The strict fiscal conditions attached to developing deepwater offshore oil acreage in Suriname, which are not as favorable as the terms secured by Exxon Mobil in neighboring Guyana, are also impacting that decision. The Block 58 production sharing contract gives Suriname state-controlled Staatsolie a 20% participation right, but it is unclear whether the national oil company possesses the necessary capital to exercise that clause. Cost recovery oil from Block 58, which is the petroleum that can be used to recoup development and operating capital, is capped at 80% and ring-fenced to the development area. There is also a 6.25% royalty payable on the petroleum produced and sold which incidentally is more than three-times higher than the 2% applied to the neighboring Stabroek Block in offshore Guyana.
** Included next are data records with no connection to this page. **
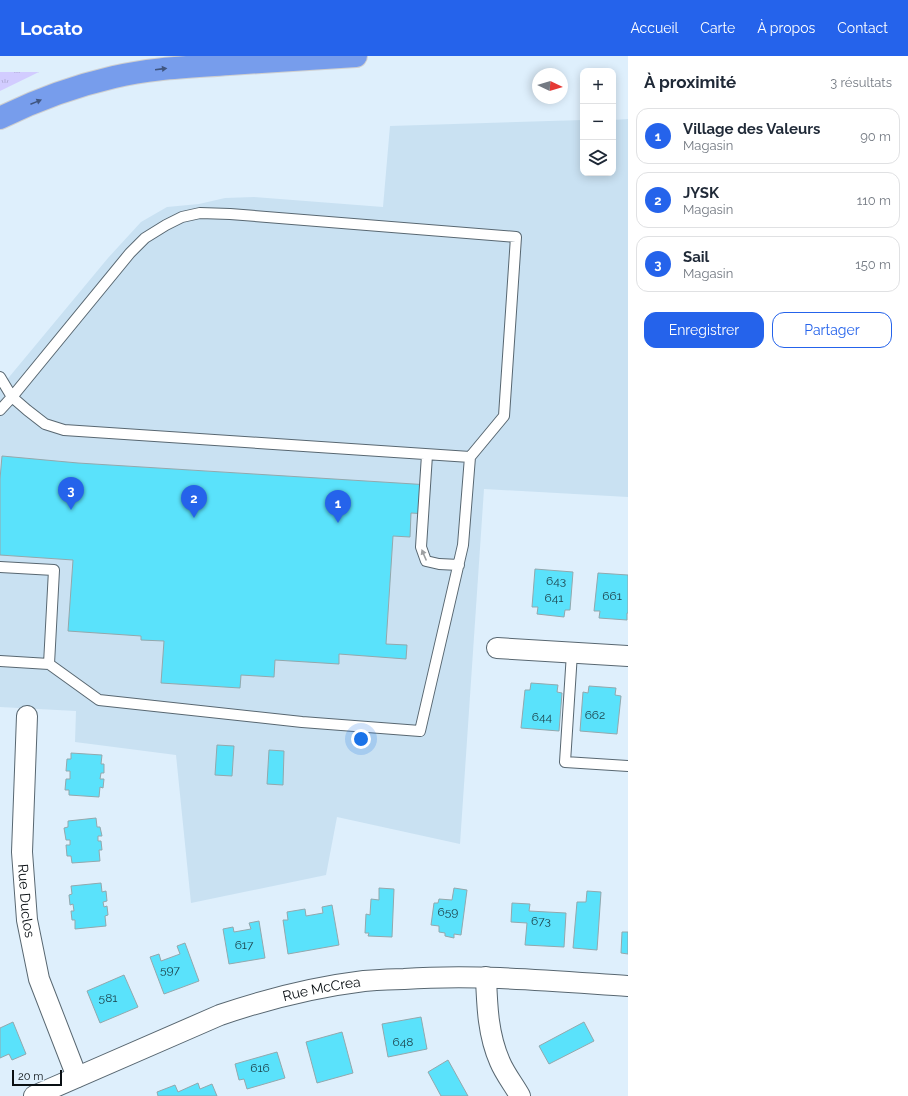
<!DOCTYPE html>
<html lang="fr">
<meta charset="utf-8">
<style>
body{margin:0;font-family:Raleway,sans-serif;background:#f6f6f7;color:#1f2937}
.controls{position:absolute;right:12px;top:12px;display:grid;overflow:hidden;border-radius:8px;box-shadow:0 2px 10px #0003}
.controls button{width:36px;height:36px;display:grid;place-items:center;padding:0;border:0;border-bottom:1px solid #e0e1e3;background:#fff;color:#1f2937;font:20px sans-serif}
.compass{position:absolute;left:532px;top:12px;width:36px;height:36px;border-radius:50%;background:#fff;box-shadow:0 2px 10px #0003;rotate:94deg}
.scale{position:absolute;left:12px;bottom:10px;width:50px;box-sizing:border-box;padding-left:4px;border:2px solid #090f13;border-top:0;font-size:11px;line-height:14px;white-space:nowrap;color:#090f13;-webkit-text-stroke:3px #deeffc;paint-order:stroke}
.you{position:absolute;left:361px;top:683px;width:14px;height:14px;margin:-10px;border:3px solid #fff;border-radius:50%;background:#1a73e8;box-shadow:0 0 0 6px #1a73e833}
.badge{display:grid;place-items:center;width:26px;height:26px;border-radius:50%;background:#2563eb;color:#fff;font-size:13px;font-weight:700}
.pin{position:absolute;translate:-50% -33px;filter:drop-shadow(0 1px 2px #0008)}
.pin::after{content:'';position:absolute;top:21px;width:14px;height:12px;background:inherit;clip-path:polygon(0 0,100% 0,50% 100%)}
.list{margin:0;padding:0;list-style:none}
h2{display:flex;justify-content:space-between;align-items:center;height:52px;margin:0;padding:0 16px;font-size:17px}
h2 small{font-size:13px;font-weight:400;color:#747a83}
.list li{display:grid;grid-template-columns:26px 1fr auto;gap:12px;align-items:center;box-sizing:border-box;height:56px;margin:0 8px 8px;padding:0 8px;border:1px solid #e0e1e3;border-radius:12px}
.list b{display:block;font-size:15px;white-space:nowrap}
.list p{margin:0;font-size:13px;white-space:nowrap;color:#747a83}
.list em{font-size:13px;font-style:normal;color:#747a83}
.actions{display:flex;gap:8px;padding:12px 16px}
.actions a{flex:1;padding:9px 0;border:1px solid #2563eb;border-radius:12px;text-align:center;font-size:14px;color:#2563eb}
.actions .main{background:#2563eb;color:#fff}
.icon{flex:none;width:22px;height:22px;fill:none;stroke:currentColor;stroke-width:2;stroke-linecap:round;stroke-linejoin:round}
.map{position:relative;flex:none;width:628px;height:1040px;overflow:hidden}
header{display:flex;align-items:center;gap:24px;box-sizing:border-box;height:56px;padding:0 20px;background:#2563eb;color:#fff}
header strong{font-size:19px}
nav{display:flex;gap:22px;margin-inline-start:auto;font-size:14px}
main{display:flex}
aside{flex:1;background:#fff}
.map>svg:first-child{display:block}
.built{fill:#c9e1f2}
.grass{fill:url(#grass-tufts)}
.building{fill:#5ae2fb;stroke:#93a8ad}
.lines{fill:none;stroke-linecap:round;stroke-linejoin:round}
.service-casing{stroke:#586771;stroke-width:12}
.minor-casing{stroke:#586771;stroke-width:22}
.motorway-casing{stroke:#cecfd0;stroke-width:24}
.service{stroke:#fff;stroke-width:10}
.minor{stroke:#fff;stroke-width:20}
.motorway{stroke:#779dec;stroke-width:22}
.oneway{fill:#405680}
.oneway2{fill:#9d9fa1}
.labels{text-anchor:middle;stroke-width:3;stroke-linejoin:round;paint-order:stroke}
.number-label{font-size:12px;fill:#1d444d}
.street-label{font-size:14px;fill:#090f13;stroke:#deeffc}
</style>
<header>
<strong>Locato</strong>
<nav><a>Accueil</a><a>Carte</a><a>À propos</a><a>Contact</a></nav>
</header>
<main>
<div class="map">
<svg width="628" height="1040" viewBox="0 0 628 1040">
<defs>
<pattern id="grass-tufts" width="24" height="20" patternUnits="userSpaceOnUse"><rect width="24" height="20" fill="#d2ccff"/><path d="M3 7l-1-3M5 7V3M7 7l1-3M15 17l-1-3M17 17v-4M19 17l1-3" fill="none" stroke="#b3aeda"/></pattern>
</defs>
<rect width="100%" height="100%" fill="#deeffc"/>
<!-- built -->
<path class="built" d="M628,63V441L484,433L460,788L337,761L326,819L191,847L176,699L75,686L76,655L0,651V332L108,202L141,166L167,151L199,148L225,142L254,141L383,151L390,70L583,64V117H613V64Z"/>
<!-- grass -->
<path class="grass" d="M0,16H39L0,35Z"/>
<!-- building -->
<path class="building" d="M2,400L78,407L430,429L428,458L411,457L410,481L393,480L386,588L407,589L406,603L339,598V608L275,604L274,621L241,619L240,632L161,627L164,585L141,584V580L68,575L73,504L0,499V423Z
M535,513L573,516L570,554H565L564,561L537,558L538,551H532Z
M598,517L628,519V557H627V564L599,562L600,555H594Z
M531,627L558,629L557,636L562,637L559,675L521,672L525,634H530Z
M589,630L616,632L615,639L621,640L617,678L580,675L583,636L588,637Z
M217,689L234,690L232,720L215,719Z
M269,694L284,695L283,729L267,728Z
M71,697L102,699L101,708H104V717H101L100,723H104L103,732L100,731L99,741L69,739V734H65L66,723H70V715H66L67,703H71Z
M96,762L97,771H100L102,780H98V785H101L102,794H99L100,805L72,807L71,800H67L66,789H70V784H66L64,772L68,771V765Z
M101,827L102,836L106,835L107,845L103,846L104,851L107,850L108,859L105,860L106,870L75,873V864H72L71,855H74L73,848L70,849L69,839L72,838L71,830Z
M379,832L394,833L392,881L368,880L369,877H365L366,858L370,859L371,843L379,844Z
M454,832L467,834L461,879L454,878V882L445,880V877L439,876V870L431,869L434,847H438L439,843L452,844Z
M587,835L601,836L597,894L573,892L577,846H586Z
M512,847L530,848L529,855L566,857L564,891L525,889L527,867L511,866Z
M332,849L339,889L288,898L283,864H288L287,856L305,853L306,860L323,857L322,851Z
M259,865L265,902L229,908L223,873L233,871L234,876L251,873L249,867Z
M622,876H628V898L621,897Z
M185,887L199,925L164,938L150,901L159,898L161,905L180,898L177,890Z
M124,919L138,951L100,967L87,935Z
M421,961L427,993L388,1001L382,968Z
M13,966L26,998L12,1004L9,998L0,1002V972Z
M584,966L594,985L549,1008L539,990Z
M342,976L353,1017L317,1027L306,986Z
M277,996L285,1022L247,1033L244,1023L239,1024L235,1008Z
M448,1004L468,1040H441L428,1016Z
M198,1027L200,1033L212,1028L217,1040H158L157,1036L175,1029L178,1036Z"/>
<g class="lines">
<!-- service casing -->
<g class="service-casing">
<path id="service" d="M0,321L12,341L27,354L45,368L64,374L470,401L504,360L516,181L230,158L200,157L182,161L166,169L145,182L130,197L12,341L0,354
M427,399L421,491L426,505L439,508L459,509
M0,511L54,514L49,608
M572,597L565,706L628,710
M0,605L49,608L99,644L302,666L420,675L463,489L470,401"/>
</g>
<!-- minor casing -->
<g class="minor-casing">
<g id="minor">
<path d="M497,592L628,600"/>
<path id="s1" d="M27,660L22,796L27,864L39,923L77,1021"/>
<path d="M486,921C487,950 488,979 500,1006C505,1018 514,1029 520,1040"/>
<path id="s2" d="M34,1040L220,959C267,943 315,931 364,925C377,924 391,923 404,923C479,918 553,925 628,930"/>
</g>
</g>
<!-- motorway casing -->
<g class="motorway-casing">
<path id="motorway" d="M0,62C36,44 75,30 114,21C152,12 190,11 229,8C271,5 314,3 356,0"/>
</g>
<!-- service -->
<use href="#service" class="service"/>
<!-- minor -->
<use href="#minor" class="minor"/>
<!-- motorway -->
<use href="#motorway" class="motorway"/>
</g>
<!-- one-way arrows -->
<defs><path id="oneway-solid" d="M-6-.8H1V-3.2L6.5 0L1 3.2V.8H-6Z"/></defs>
<g class="oneway">
<use href="#oneway-solid" transform="translate(161 13) rotate(-7)"/>
<use href="#oneway-solid" transform="translate(36 46) rotate(-22)"/>
</g>
<use class="oneway2" href="#oneway-solid" transform="translate(424 499) rotate(-113)"/>
<g class="labels">
<!-- number labels -->
<g class="number-label">
<text x="556" y="529">643</text>
<text x="612" y="544">661</text>
<text x="554" y="546">641</text>
<text x="595" y="663">662</text>
<text x="542" y="665">644</text>
<text x="448" y="860">659</text>
<text x="541" y="869">673</text>
<text x="244" y="893">617</text>
<text x="170" y="918">597</text>
<text x="108" y="946">581</text>
<text x="403" y="990">648</text>
<text x="260" y="1016">616</text>
</g>
<!-- street labels -->
<g class="street-label">
<text dy="5" stroke="none"><textPath href="#s1" startOffset="185">Rue Duclos</textPath></text>
<text dy="5" stroke="none"><textPath href="#s2" startOffset="308">Rue McCrea</textPath></text>
</g>
</g>
</svg>
<div class="controls">
<button>+</button>
<button>−</button>
<button><svg class="icon" aria-label="layers" viewBox="0 0 24 24"><path d="M12 4l9 5-9 5-9-5zM3 14l9 5 9-5"/></svg></button>
</div>
<svg class="compass" viewBox="-18 -18 36 36"><path d="M0-13l5 13h-10z" fill="#e53935"/><path d="M0 13l5-13h-10z" fill="#747a83"/></svg>
<div class="scale">20 m</div>
<div class="you"></div>
<div class="pin badge" style="left:338px;top:467px">1</div>
<div class="pin badge" style="left:194px;top:462px">2</div>
<div class="pin badge" style="left:71px;top:454px">3</div>
</div>
<aside>
<h2>À proximité<small>3 résultats</small></h2>
<ul class="list">
<li><span class="badge">1</span><div><b>Village des Valeurs</b><p>Magasin</p></div><em>90 m</em></li>
<li><span class="badge">2</span><div><b>JYSK</b><p>Magasin</p></div><em>110 m</em></li>
<li><span class="badge">3</span><div><b>Sail</b><p>Magasin</p></div><em>150 m</em></li>
</ul>
<div class="actions"><a class="main">Enregistrer</a><a>Partager</a></div>
</aside>
</main>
Those headwinds have already delayed planned first oil from Block 58 by at least two year with analysts estimating it will not occur until 2027, compared to 2025 in earlier forecasts. There is also the potential for the growing risks surrounding Block 58 to derail Suriname’s oil boom and much anticipated petroleum windfall altogether. TotalEnergies CEO Pouyanne, in the company’s February 8 2022 earnings report, indicated the FID may not even be made during 2023 because of the substantial risks identified, especially with earlier appraisal drilling not finding the volumes of recoverable oil anticipated. If that occurs, it will potentially herald the end of Suriname’s nascent oil boom before it truly begins.
It is not, however, all doom and gloom, with the latest announcement by Apache indicating that Block 58 potentially possesses the substantial oil potential initially believed. On February 8, 2023, the U.S. based driller announced the second successful flow test at the Sapakara South oil discovery in Block 58. The Sapakara South-2 appraisal well encountered 118 feet, or 36 meters, of net oil pay with flow testing indicating a resource of over 200 million barrels of oil in place.
Apache CEO John J Christmann stated:
“Results from the SPS-2 drilling and flow tests are consistent with our pre-drill expectations, confirm our geologic, geophysical, and reservoir models, and, importantly, add substantial resources towards a potential development”
This is particularly good news considering TotalEnergies reasoning for delaying the Block 58 FID. The positive news regarding the Sapakara South-2 appraisal well came on the back of the flow testing of the Sapakara South-1 well. While Apache in a November 16, 2021 media release described it as a successful test it did not appear to confirm the reservoirs and volume of oil resources anticipated. The Sapakara South-1 appraisal well identified 98 feet, that is 38 meters, of net oil pay with a single reservoir containing an estimated 325 million to 375 million barrels of oil in place. Evaluation drilling in Block 58 is continuing with two appraisal wells planned for the Krabdagu discovery. Apache indicated that the Krabdagu-2 well was being drilled at the time of its announcement and stated that the Krabdagu-3 well will be spudded later in the month.
The considerable uncertainties surrounding Block 58 are weighing on the outlook for Suriname’s fledgling oil boom. A recent slew of sub-commercial discoveries underscore the reason behind TotalEnergies decision to delay the FID, originally expected during 2022, especially with offshore Suriname being an unproven and risk as well as highly regulated are in which to operate. The latest flow testing at Sapakara South does, nevertheless, ease the emerging concerns surrounding the viability of developing Block 58 and bring it to production. For these reasons, Suriname likely will not see first oil before 2027 and perhaps even later, with still no clear commitment from TotalEnergies and Apache that they will proceed with developing Block 58.